Girls are great idealists. No one familiar with the working of the girl mind can fail to recognize how quickly they respond to ideals. They dream dreams, not of success, but of happiness. They look up rather than out.
But they are vague and uncertain, full of wistful yearnings that lead nowhere. Given a cause and a leader, and they will bring to it an almost pathetic eagerness, staunchness, loyalty, enthusiasm and unselfish effort.
There comes a critical time in a girl's mental and spiritual life, when she is waiting impatiently for young womanhood. The things of her childhood have lost their interest. She has abandoned her dolls. The little boys she played with have deserted her, and found the girl-less associations of the 'teens. They have their clubs, their sports, their meeting places. But to the young girl there is nothing but that period of waiting. She is peculiarly isolated. Her family often finds her strange. She is moody and dreamy. She begins to spend an almost alarming amount of time and thought upon her appearance. The family says: "What in the world is the matter with Jane?" And her father suggests it is too much going to the moving pictures.
But the truth is that Jane is idle. She does not belong, between babyhood and womanhood, anywhere in the social organization. She is active and romantic. Her days are a long waiting for maturity, and with maturity the fulfilment of her dreams, of love, of marriage, of motherhood. She haunts the movies because she finds there vicarious romance and vicarious adventure. The great out-doors is hers to play in—on the screen.
And at the same time, with no increased outlet for her activities, her imagination is being stimulated as never before. Books, magazines, automobiles, moving pictures, all are revealing to her this strange thing we call life, which is hers to observe but not yet to live. She is a yearning onlooker.
It is time to realize that hundreds of thousands of young girls in this country—doubly important now that they are future citizens as well as the potential mothers of future citizens—must be given occupation, a feeling of responsibility, a practical ideal to which they may bring their innate loyalty and enthusiasm. They need organized play and athletics. They need something concrete to tie to. They need to be taught, if you please, what is the "gang" spirit among boys. They need to learn that their young bodies are to be used, instead of decorated. Until they learn that, we shall have sickly mothers and puny babies. No single movement for the improvement of American people as a race, no advance of science or sanitation, can compare in importance with the necessity for building up morally, spiritually and bodily, our future mothers.
They need to be taught certain loyalties, sex loyalty. Loyalty to ideals. Loyalty to country. This last, loyalty to country, has to be taught. When a man learns to take off his hat to the flag, he has a new respect for it.
Some of our girls need to be taught honesty. They cover their dreams with small deceits. They seek romance out of sheer boredom, and are driven into hypocrisy. The boy has fewer dreams to conceal, and he is honest with the honesty of fresh air and the great out-doors. When we give our girls occupation, when we get them out of doors, when we give them organized play in the open, there will be fewer morbid women.

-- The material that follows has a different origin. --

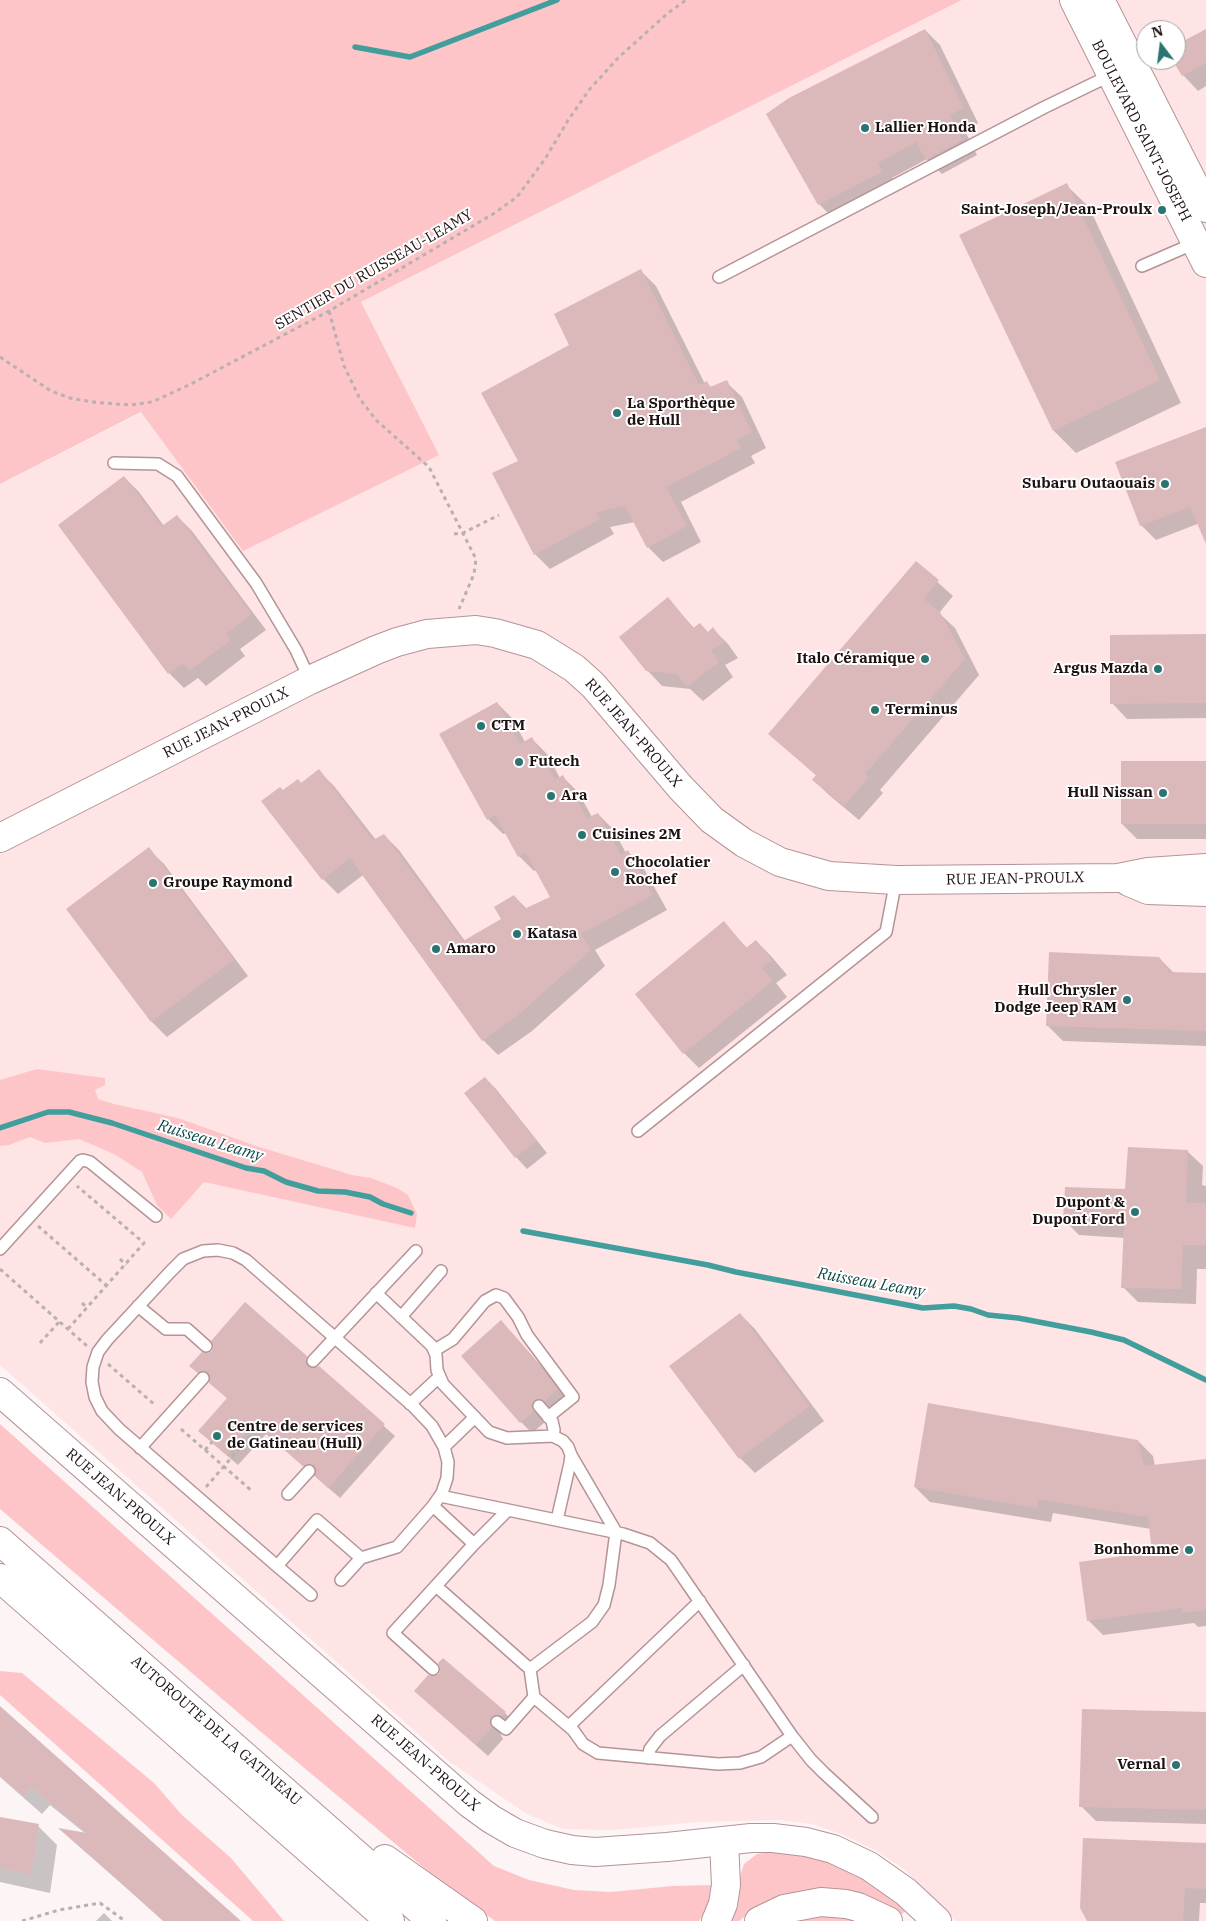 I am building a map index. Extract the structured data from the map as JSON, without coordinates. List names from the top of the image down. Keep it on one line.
{"streets":{"main road":["BOULEVARD SAINT-JOSEPH","RUE JEAN-PROULX","AUTOROUTE DE LA GATINEAU"],"path":["SENTIER DU RUISSEAU-LEAMY"]},"water":["Ruisseau Leamy"],"places":["Lallier Honda","Saint-Joseph/Jean-Proulx","La Sporthèque de Hull","Subaru Outaouais","Italo Céramique","Argus Mazda","Terminus","CTM","Futech","Hull Nissan","Ara","Cuisines 2M","Chocolatier Rochef","Groupe Raymond","Katasa","Amaro","Hull Chrysler Dodge Jeep RAM","Dupont & Dupont Ford","Centre de services de Gatineau (Hull)","Bonhomme","Vernal"],"north":"top"} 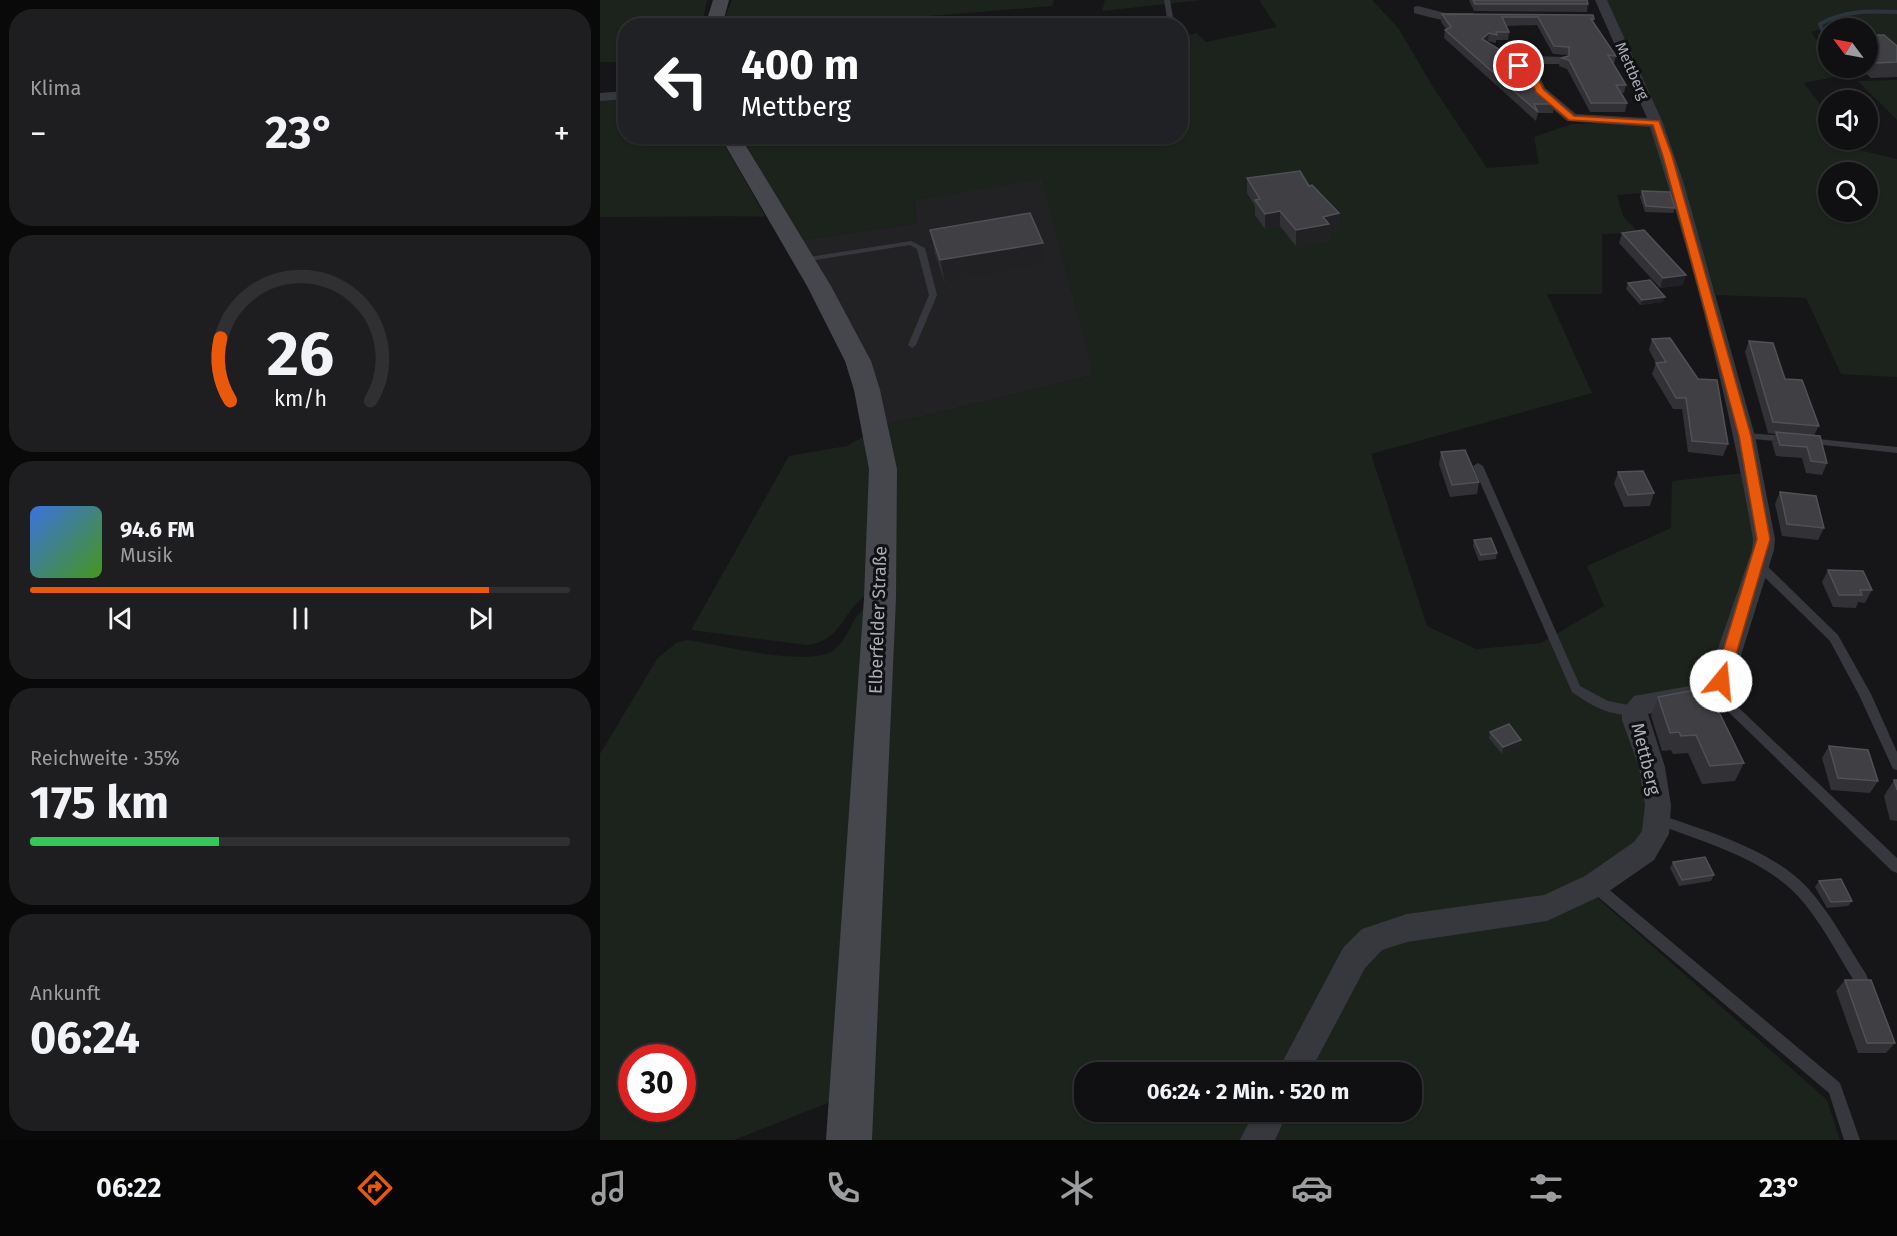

Give them something to do that interests them. Get them out into the air. Fill in the waiting years with work and play. Give them some rules of life which will appeal alike to their imaginations and to their instinctive desire for something better. Let them look out as well as up.
Nearest of all the proposed plans to cope with what an increasing number of families are finding to be their problem, the adolescent girl, the Girl Scout movement fulfills all these requirements. It is sane, healthy and normal. It teaches honesty, purity, vigor and love of country. And it takes the girl in her 'teens and gives her a live interest in the present instead of the future.
It should have nation-wide support.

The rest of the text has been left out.